World powers seen toughening Darfur stance
Jun 4, 2007 (LONDON) — Sudan’s president must accept plans for a United Nations-African Union peacekeeping force immediately or world powers will unite to impose “much tougher sanctions”, a Foreign Office minister said on Monday.
Foreign Office minister David Triesman also said he thought China, a major investor in Sudan which has been reluctant to back sanctions in the past, would be unlikely to block any new measures.
Fighting by government-linked militias and rebel groups in the western region of Darfur is estimated to have killed 200,000 people and forced 2 million more to flee their homes.
A dispute over who is to command a proposed 23,000-strong UN-AU force is holding up deployment, according to U.N. officials, but the plans should be before Sudanese President Omar al-Bashir soon.
“When he gets hold of the UN/AU package document, which I’m told will be just in a few days’ time, he has the opportunity to accept it and act on it immediately,” Triesman told reporters.
“If President Bashir’s faction of government is unable to accept the UN/AU package … then I think it’s inevitable that the international community will consider a new resolution with very, very much tougher sanctions,” he said. “I don’t think we can rule anything out.
Bashir has agreed in principle to a three-phase U.N. plan to strengthen an existing African peacekeeping force in Sudan but has delayed acceptance of the plans for five months.
Wrangling between the United Nations and the African Union over details has given him further space to sit back.
The United States imposed unilateral sanctions on Sudan last week and sought support for an international arms embargo.
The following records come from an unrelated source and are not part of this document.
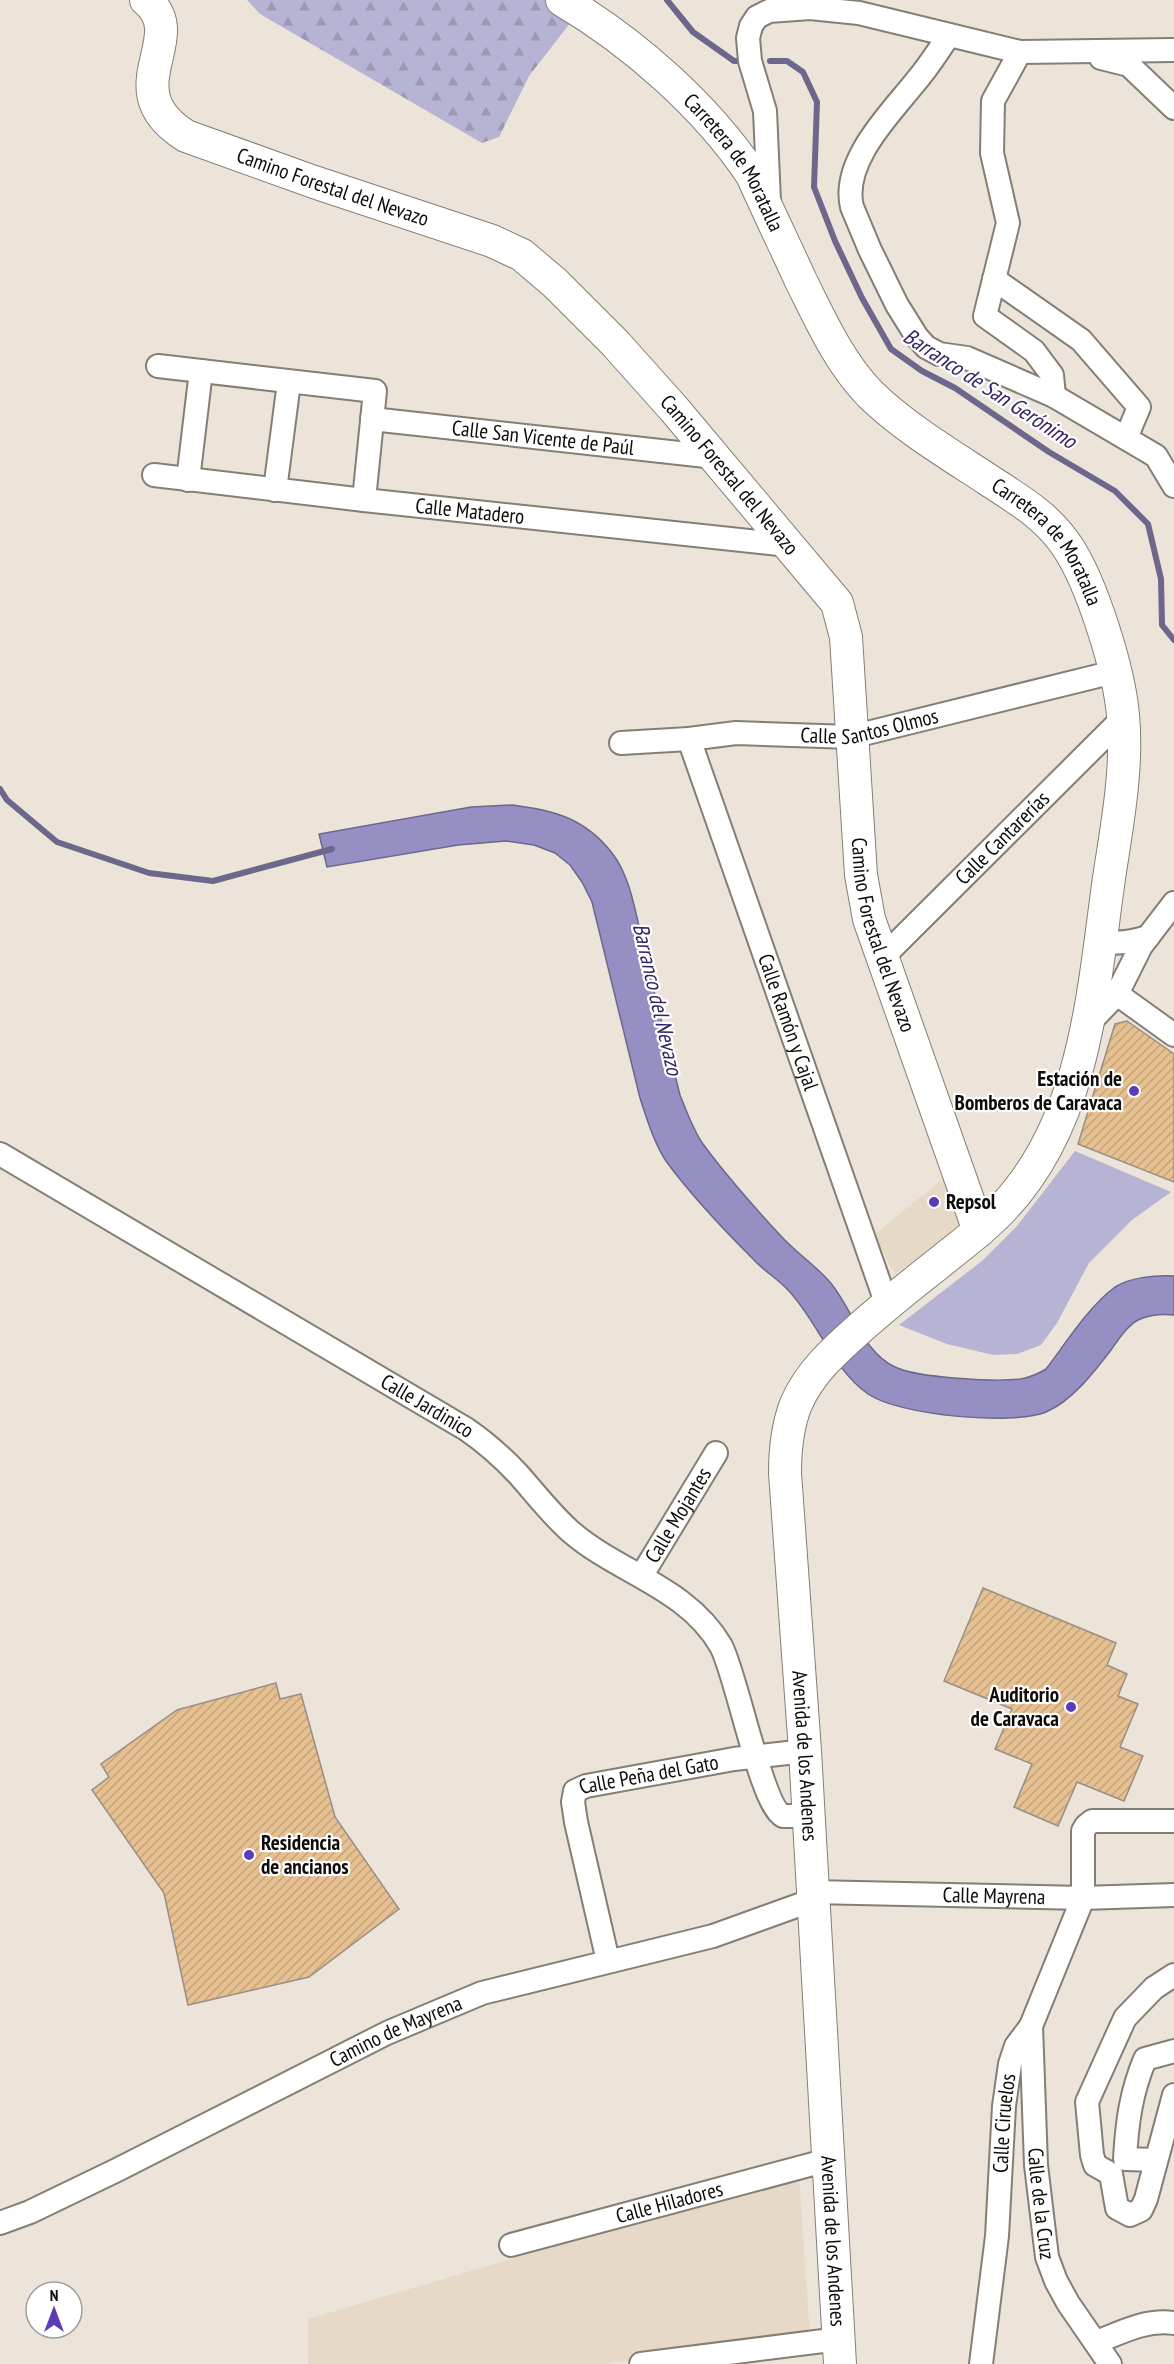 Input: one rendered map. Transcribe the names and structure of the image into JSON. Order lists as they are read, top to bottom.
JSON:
{
  "streets": {
    "main road": ["Carretera de Moratalla", "Camino Forestal del Nevazo", "Avenida de los Andenes"],
    "street": [
      "Calle San Vicente de Paúl",
      "Calle Matadero",
      "Calle Santos Olmos",
      "Calle Cantarerías",
      "Calle Ramón y Cajal",
      "Calle Jardinico",
      "Calle Mojantes",
      "Calle Peña del Gato",
      "Calle Mayrena",
      "Camino de Mayrena",
      "Calle Ciruelos",
      "Calle Hiladores",
      "Calle de la Cruz"
    ]
  },
  "crossings": [
    ["Carretera de Moratalla", "Camino Forestal del Nevazo"],
    ["Carretera de Moratalla", "Calle Santos Olmos"],
    ["Carretera de Moratalla", "Calle Cantarerías"],
    ["Carretera de Moratalla", "Avenida de los Andenes"],
    ["Camino Forestal del Nevazo", "Calle San Vicente de Paúl"],
    ["Camino Forestal del Nevazo", "Calle Matadero"],
    ["Camino Forestal del Nevazo", "Calle Santos Olmos"],
    ["Camino Forestal del Nevazo", "Calle Cantarerías"],
    ["Camino Forestal del Nevazo", "Avenida de los Andenes"],
    ["Calle Santos Olmos", "Calle Ramón y Cajal"],
    ["Calle Ramón y Cajal", "Avenida de los Andenes"],
    ["Calle Jardinico", "Calle Mojantes"],
    ["Calle Jardinico", "Avenida de los Andenes"],
    ["Calle Jardinico", "Calle Peña del Gato"],
    ["Avenida de los Andenes", "Calle Mayrena"],
    ["Avenida de los Andenes", "Camino de Mayrena"],
    ["Avenida de los Andenes", "Calle Hiladores"],
    ["Calle Peña del Gato", "Camino de Mayrena"],
    ["Calle Mayrena", "Camino de Mayrena"],
    ["Calle Mayrena", "Calle Ciruelos"],
    ["Calle Ciruelos", "Calle de la Cruz"]
  ],
  "water": ["Barranco de San Gerónimo", "Barranco del Nevazo"],
  "places": [
    "Estación de Bomberos de Caravaca",
    "Repsol",
    "Auditorio de Caravaca",
    "Residencia de ancianos"
  ],
  "north": "top"
} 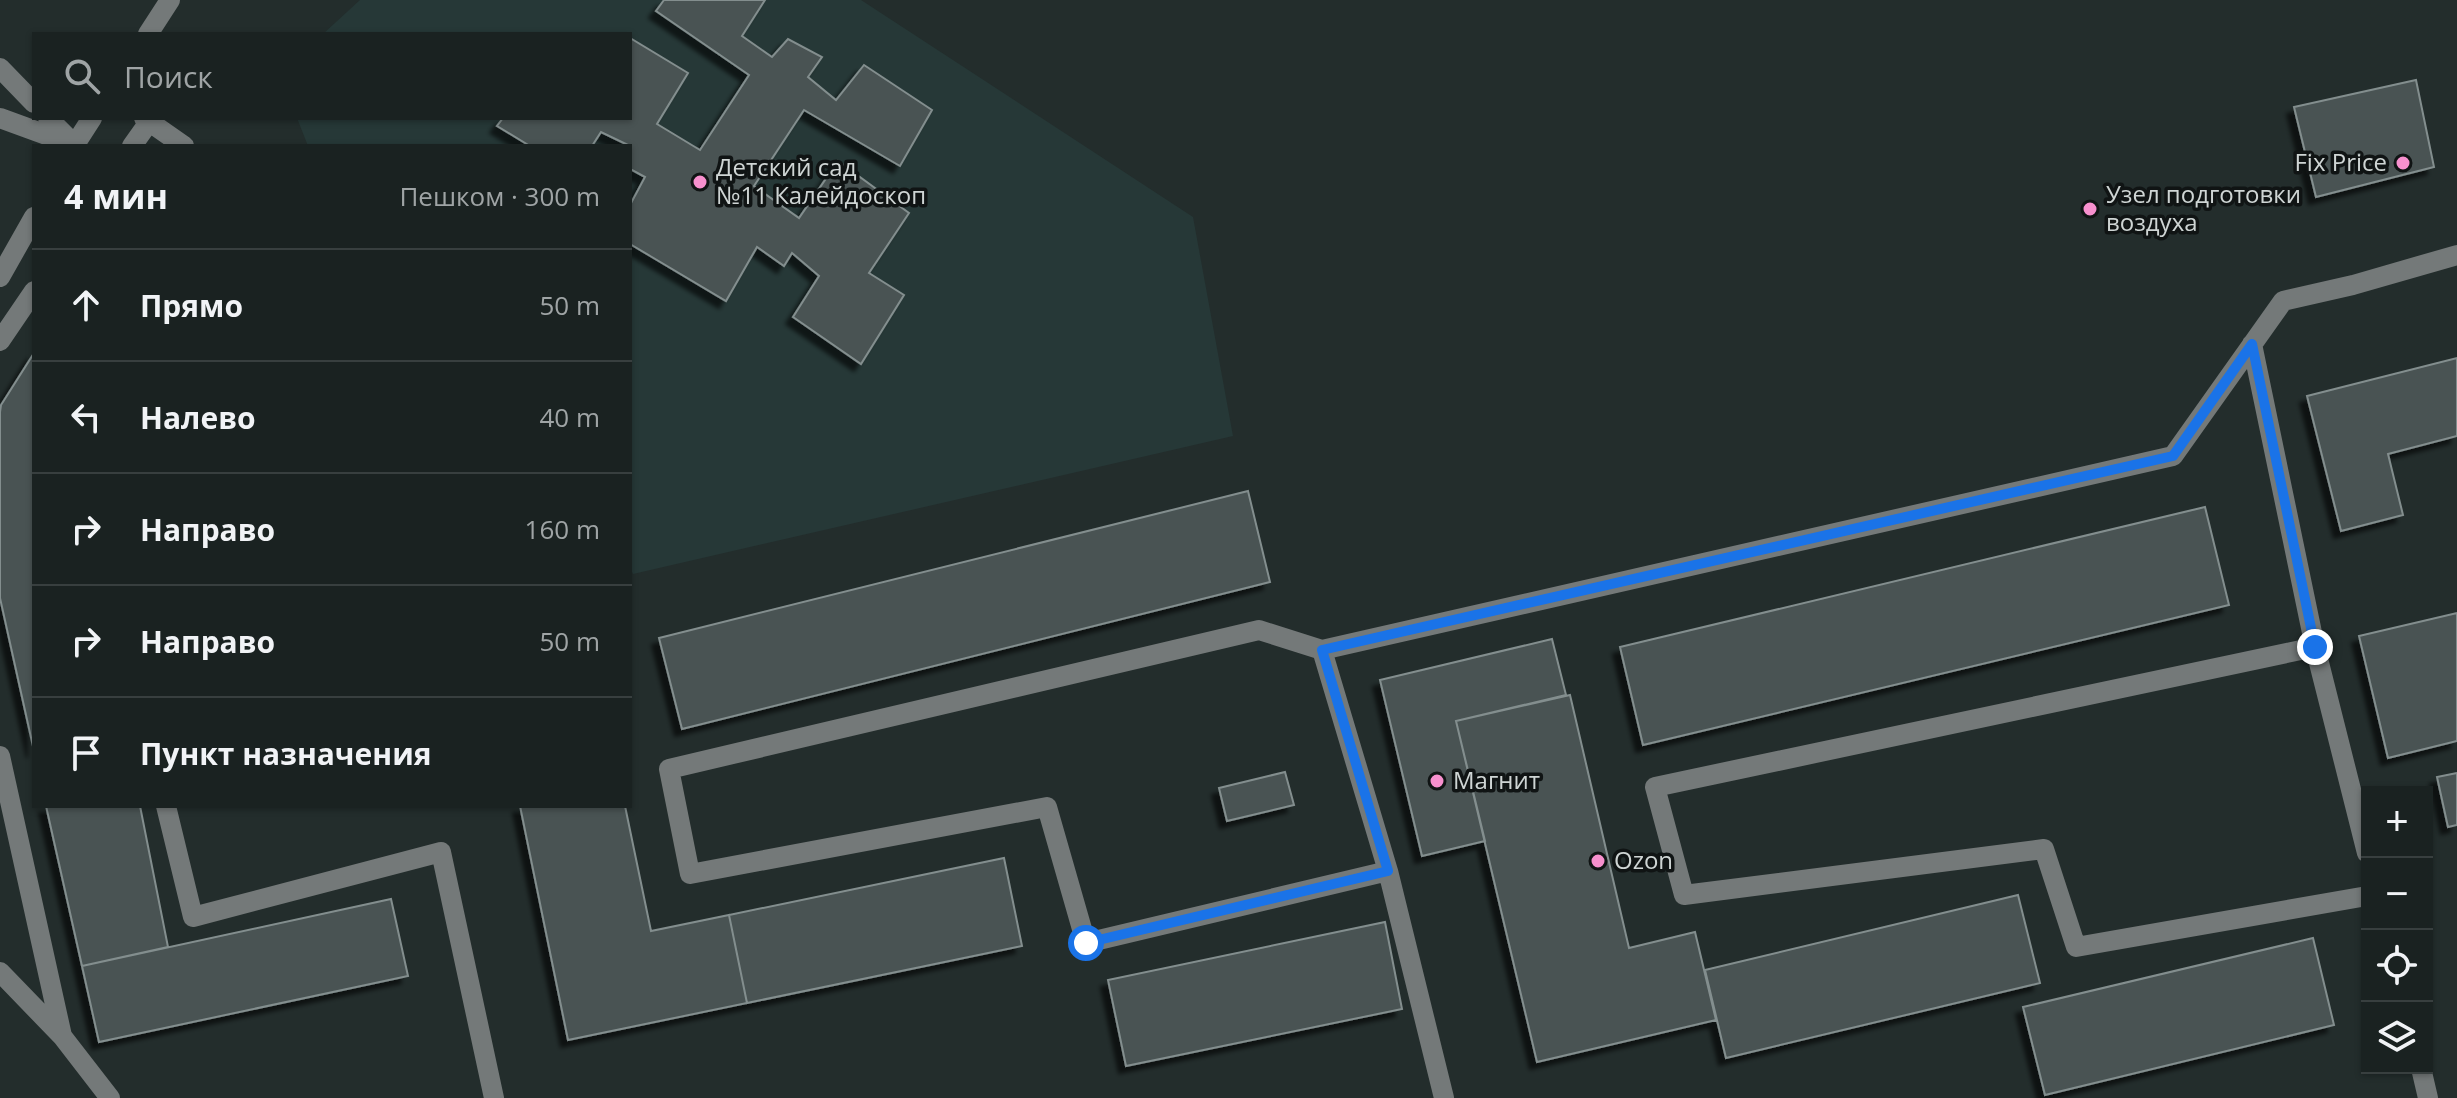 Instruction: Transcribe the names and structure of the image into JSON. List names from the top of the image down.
{
  "places": [
    "Fix Price",
    "Детский сад №11 Калейдоскоп",
    "Узел подготовки воздуха",
    "Магнит",
    "Ozon"
  ],
  "page": {
    "search": "Поиск",
    "heading": ["4 мин", "Пешком · 300 m"],
    "list": [
      ["Прямо", "50 m"],
      ["Налево", "40 m"],
      ["Направо", "160 m"],
      ["Направо", "50 m"],
      "Пункт назначения"
    ],
    "map_buttons": ["+", "−"]
  }
}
But China said new sanctions would hurt efforts to implement a U.N. peace plan for the western Sudanese region.
However Triesman said he did not think Beijing, which has veto power on the U.N. Security Council, would kill any new sanctions resolution.
“Although you never see Chinese diplomacy in a public sense … I think that they are working quite hard at it and I do not think we should assume that they will try to block (any resolution),” Triesman said, adding that “at worst” he thought China might abstain from voting.
A new U.N. resolution would extend current EU sanctions “across the international field”, Triesman said, and would include an “out and out arms ban anywhere in Sudan”.
He declined to say how a mooted no-fly zone might work but said: “Sometimes it’s easier to stop things taking off than track them as they fly … it is deeply disturbing that offensive flying continues.”